Aim of the exercise. Skip all pictures, then copy the lines from the start of the data through the line with "height:5px; margin:-2.5px; padding:0", keeping both ends.

(Saved data entries)
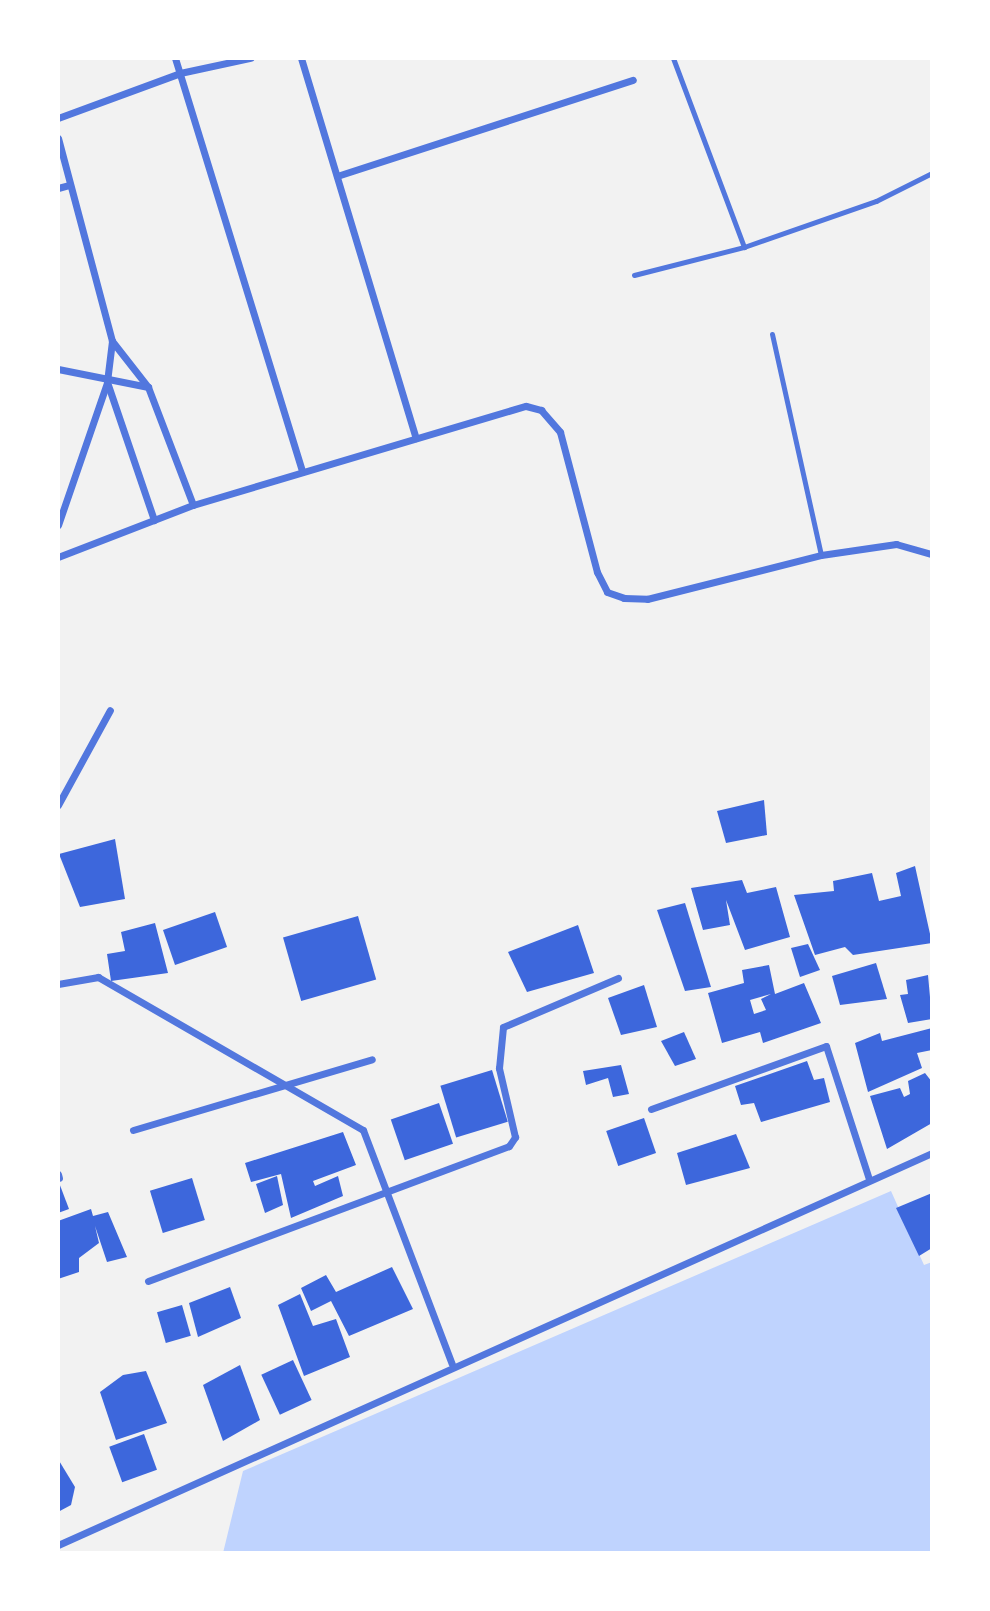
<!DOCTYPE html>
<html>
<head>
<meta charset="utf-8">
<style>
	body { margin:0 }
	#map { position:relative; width:990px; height:1611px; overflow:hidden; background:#f2f2f2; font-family:"Asap Condensed",sans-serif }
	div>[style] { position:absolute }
	.water>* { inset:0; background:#bfd3fe }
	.building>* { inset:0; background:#3d67dc; transform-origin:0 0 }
	.service>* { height:5px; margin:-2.5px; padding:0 2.5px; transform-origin:2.5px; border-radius:2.5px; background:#5277de }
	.minor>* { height:7px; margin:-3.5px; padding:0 3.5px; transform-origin:3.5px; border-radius:3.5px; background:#5277de }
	span { translate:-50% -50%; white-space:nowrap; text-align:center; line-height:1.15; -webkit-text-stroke:7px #fff; paint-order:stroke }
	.frame { position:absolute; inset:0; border:60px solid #fff; pointer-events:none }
</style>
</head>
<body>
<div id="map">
	<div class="water">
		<i style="clip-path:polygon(891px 1191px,924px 1265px,932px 1262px,932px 1553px,223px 1553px,243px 1471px)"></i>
	</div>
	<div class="building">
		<i style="clip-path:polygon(764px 800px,767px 835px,726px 843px,717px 811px)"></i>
		<i style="clip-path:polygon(115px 839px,125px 899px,80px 907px,59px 854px)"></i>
		<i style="clip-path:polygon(915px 866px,932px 943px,853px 955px,845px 947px,815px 955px,794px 895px,834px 891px,833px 881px,872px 873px,879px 901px,901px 896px,896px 873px)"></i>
		<i style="clip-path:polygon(742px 880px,747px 893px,776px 887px,790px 937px,745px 950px,726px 900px,730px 925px,703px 930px,691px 888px)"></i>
		<i style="clip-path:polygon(685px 903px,711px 987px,685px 991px,657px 910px)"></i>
		<i style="left:215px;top:912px;width:37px;height:55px;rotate:71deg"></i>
		<i style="left:358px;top:916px;width:66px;height:78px;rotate:74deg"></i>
		<i style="clip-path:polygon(155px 923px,168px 973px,111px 981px,107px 954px,125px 951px,121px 932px)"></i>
		<i style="clip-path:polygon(578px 925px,594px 973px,527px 992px,508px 952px)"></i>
		<i style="clip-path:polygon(808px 944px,820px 970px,800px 977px,791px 948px)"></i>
		<i style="clip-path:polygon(876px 963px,887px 999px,840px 1005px,832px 976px)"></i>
		<i style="clip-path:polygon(evenodd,769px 965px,775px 994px,804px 983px,821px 1023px,763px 1043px,760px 1032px,722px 1043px,708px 993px,744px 983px,742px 970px,769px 965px,771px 994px,761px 999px,766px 1010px,754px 1014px,750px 1000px,771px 994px)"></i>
		<i style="clip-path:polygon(928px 975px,932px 1019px,908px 1023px,900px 995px,908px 994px,906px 980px)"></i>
		<i style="clip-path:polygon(644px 985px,657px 1027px,621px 1035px,608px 998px)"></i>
		<i style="clip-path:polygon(932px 1028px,932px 1050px,917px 1053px,922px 1068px,868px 1092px,855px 1043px,880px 1033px,882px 1041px)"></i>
		<i style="clip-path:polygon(684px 1032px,696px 1059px,675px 1066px,661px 1041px)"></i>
		<i style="clip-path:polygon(807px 1061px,814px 1080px,824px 1078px,830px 1102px,761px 1122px,754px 1103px,741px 1105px,735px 1086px)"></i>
		<i style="clip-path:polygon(621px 1065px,629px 1094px,613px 1097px,608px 1078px,586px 1085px,583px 1071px)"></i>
		<i style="left:492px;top:1070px;width:54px;height:54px;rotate:73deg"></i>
		<i style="clip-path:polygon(925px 1073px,932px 1082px,932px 1123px,887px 1149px,870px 1096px,900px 1088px,904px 1097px,910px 1094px,908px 1081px)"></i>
		<i style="left:439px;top:1103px;width:43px;height:51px;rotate:71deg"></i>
		<i style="left:644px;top:1118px;width:37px;height:40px;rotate:71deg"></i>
		<i style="clip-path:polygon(343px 1132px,356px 1165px,313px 1181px,315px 1186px,338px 1176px,343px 1196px,291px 1218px,281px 1174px,251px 1182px,245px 1163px)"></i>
		<i style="clip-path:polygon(736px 1134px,750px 1168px,686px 1185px,677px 1153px)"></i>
		<i style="clip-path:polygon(277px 1176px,283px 1205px,265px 1213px,256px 1184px)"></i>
		<i style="left:192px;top:1178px;width:44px;height:44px;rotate:73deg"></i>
		<i style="clip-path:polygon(58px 1180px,69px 1209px,58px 1213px)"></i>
		<i style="clip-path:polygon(932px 1193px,932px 1248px,919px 1256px,896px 1208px)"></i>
		<i style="clip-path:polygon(91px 1209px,93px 1216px,108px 1212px,127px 1257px,107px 1262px,95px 1226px,99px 1243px,79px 1258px,79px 1272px,58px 1279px,58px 1221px)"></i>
		<i style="clip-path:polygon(392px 1267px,413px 1309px,349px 1336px,331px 1301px,311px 1311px,301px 1288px,326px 1275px,336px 1292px)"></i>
		<i style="clip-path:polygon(230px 1287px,241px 1318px,198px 1337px,189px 1303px)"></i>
		<i style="clip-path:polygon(300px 1294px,313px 1326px,336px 1319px,350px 1357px,304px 1376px,278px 1305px)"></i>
		<i style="left:182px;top:1305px;width:32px;height:26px;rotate:74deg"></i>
		<i style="left:293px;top:1360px;width:44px;height:35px;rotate:65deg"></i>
		<i style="clip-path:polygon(240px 1365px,260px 1420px,223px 1441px,203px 1385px)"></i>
		<i style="clip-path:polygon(146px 1371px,167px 1423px,116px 1440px,100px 1392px,123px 1375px)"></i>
		<i style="left:144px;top:1434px;width:38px;height:37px;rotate:70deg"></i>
		<i style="clip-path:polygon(58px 1459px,75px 1487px,71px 1505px,58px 1512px)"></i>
	</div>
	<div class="service">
		<i style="left:673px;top:58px;width:202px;rotate:69.4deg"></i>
		<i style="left:634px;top:275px;width:114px;rotate:-14.3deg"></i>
		<i style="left:744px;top:247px;width:140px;rotate:-19.2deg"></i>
		<i style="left:876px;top:201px;width:63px;rotate:-26.6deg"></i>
		<i style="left:772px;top:334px;width:226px;rotate:77.5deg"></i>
	</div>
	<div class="minor">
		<i style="left:175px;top:58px;width:433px;rotate:72.9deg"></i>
		<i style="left:301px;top:58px;width:397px;rotate:73.2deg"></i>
		<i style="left:58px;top:118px;width:130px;rotate:-20.2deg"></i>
		<i style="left:180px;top:73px;width:72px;rotate:-12.1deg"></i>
		<i style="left:58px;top:138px;width:210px;rotate:75.1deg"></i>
		<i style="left:112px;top:341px;width:41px;rotate:97deg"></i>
		<i style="left:107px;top:382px;width:146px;rotate:71.2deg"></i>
		<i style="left:337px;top:176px;width:311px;rotate:-18deg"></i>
		<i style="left:58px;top:188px;width:11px;rotate:-15deg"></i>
		<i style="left:112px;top:341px;width:58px;rotate:52deg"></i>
		<i style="left:148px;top:387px;width:126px;rotate:69.1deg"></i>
		<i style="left:58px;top:369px;width:92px;rotate:11.3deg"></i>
		<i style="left:58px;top:525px;width:150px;rotate:-71deg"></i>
		<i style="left:58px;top:557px;width:145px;rotate:-21.1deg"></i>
		<i style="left:193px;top:505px;width:347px;rotate:-16.6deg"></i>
		<i style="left:526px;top:406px;width:16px;rotate:15deg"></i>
		<i style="left:541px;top:410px;width:29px;rotate:49deg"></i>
		<i style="left:560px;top:432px;width:145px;rotate:75.2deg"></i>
		<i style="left:597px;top:572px;width:22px;rotate:63deg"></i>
		<i style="left:607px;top:592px;width:18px;rotate:19deg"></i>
		<i style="left:624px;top:598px;width:23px;rotate:2deg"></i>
		<i style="left:647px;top:599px;width:179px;rotate:-14.2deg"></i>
		<i style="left:821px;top:555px;width:76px;rotate:-8.3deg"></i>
		<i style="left:896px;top:544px;width:37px;rotate:16deg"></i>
		<i style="left:58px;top:805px;width:108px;rotate:-61.3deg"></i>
		<i style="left:58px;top:984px;width:41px;rotate:-9.9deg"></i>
		<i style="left:98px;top:977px;width:306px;rotate:30deg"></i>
		<i style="left:363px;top:1130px;width:250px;rotate:69.2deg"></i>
		<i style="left:651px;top:1109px;width:186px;rotate:-19.8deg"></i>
		<i style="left:826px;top:1046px;width:140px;rotate:72.1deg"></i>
		<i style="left:133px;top:1130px;width:249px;rotate:-16.5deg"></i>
		<i style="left:58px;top:1174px;width:4px;rotate:76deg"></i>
		<i style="left:148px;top:1281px;width:385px;rotate:-20.5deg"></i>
		<i style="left:509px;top:1146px;width:11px;rotate:-56deg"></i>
		<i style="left:515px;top:1137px;width:71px;rotate:-103.1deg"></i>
		<i style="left:499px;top:1068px;width:41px;rotate:-84.4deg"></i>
		<i style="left:503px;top:1027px;width:125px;rotate:-23.1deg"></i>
		<i style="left:58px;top:1545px;width:958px;rotate:-24.16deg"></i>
	</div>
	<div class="frame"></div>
</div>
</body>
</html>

Task solution.
<!DOCTYPE html>
<html>
<head>
<meta charset="utf-8">
<style>
	body { margin:0 }
	#map { position:relative; width:990px; height:1611px; overflow:hidden; background:#f2f2f2; font-family:"Asap Condensed",sans-serif }
	div>[style] { position:absolute }
	.water>* { inset:0; background:#bfd3fe }
	.building>* { inset:0; background:#3d67dc; transform-origin:0 0 }
	.service>* { height:5px; margin:-2.5px; padding:0 2.5px; transform-origin:2.5px; border-radius:2.5px; background:#5277de }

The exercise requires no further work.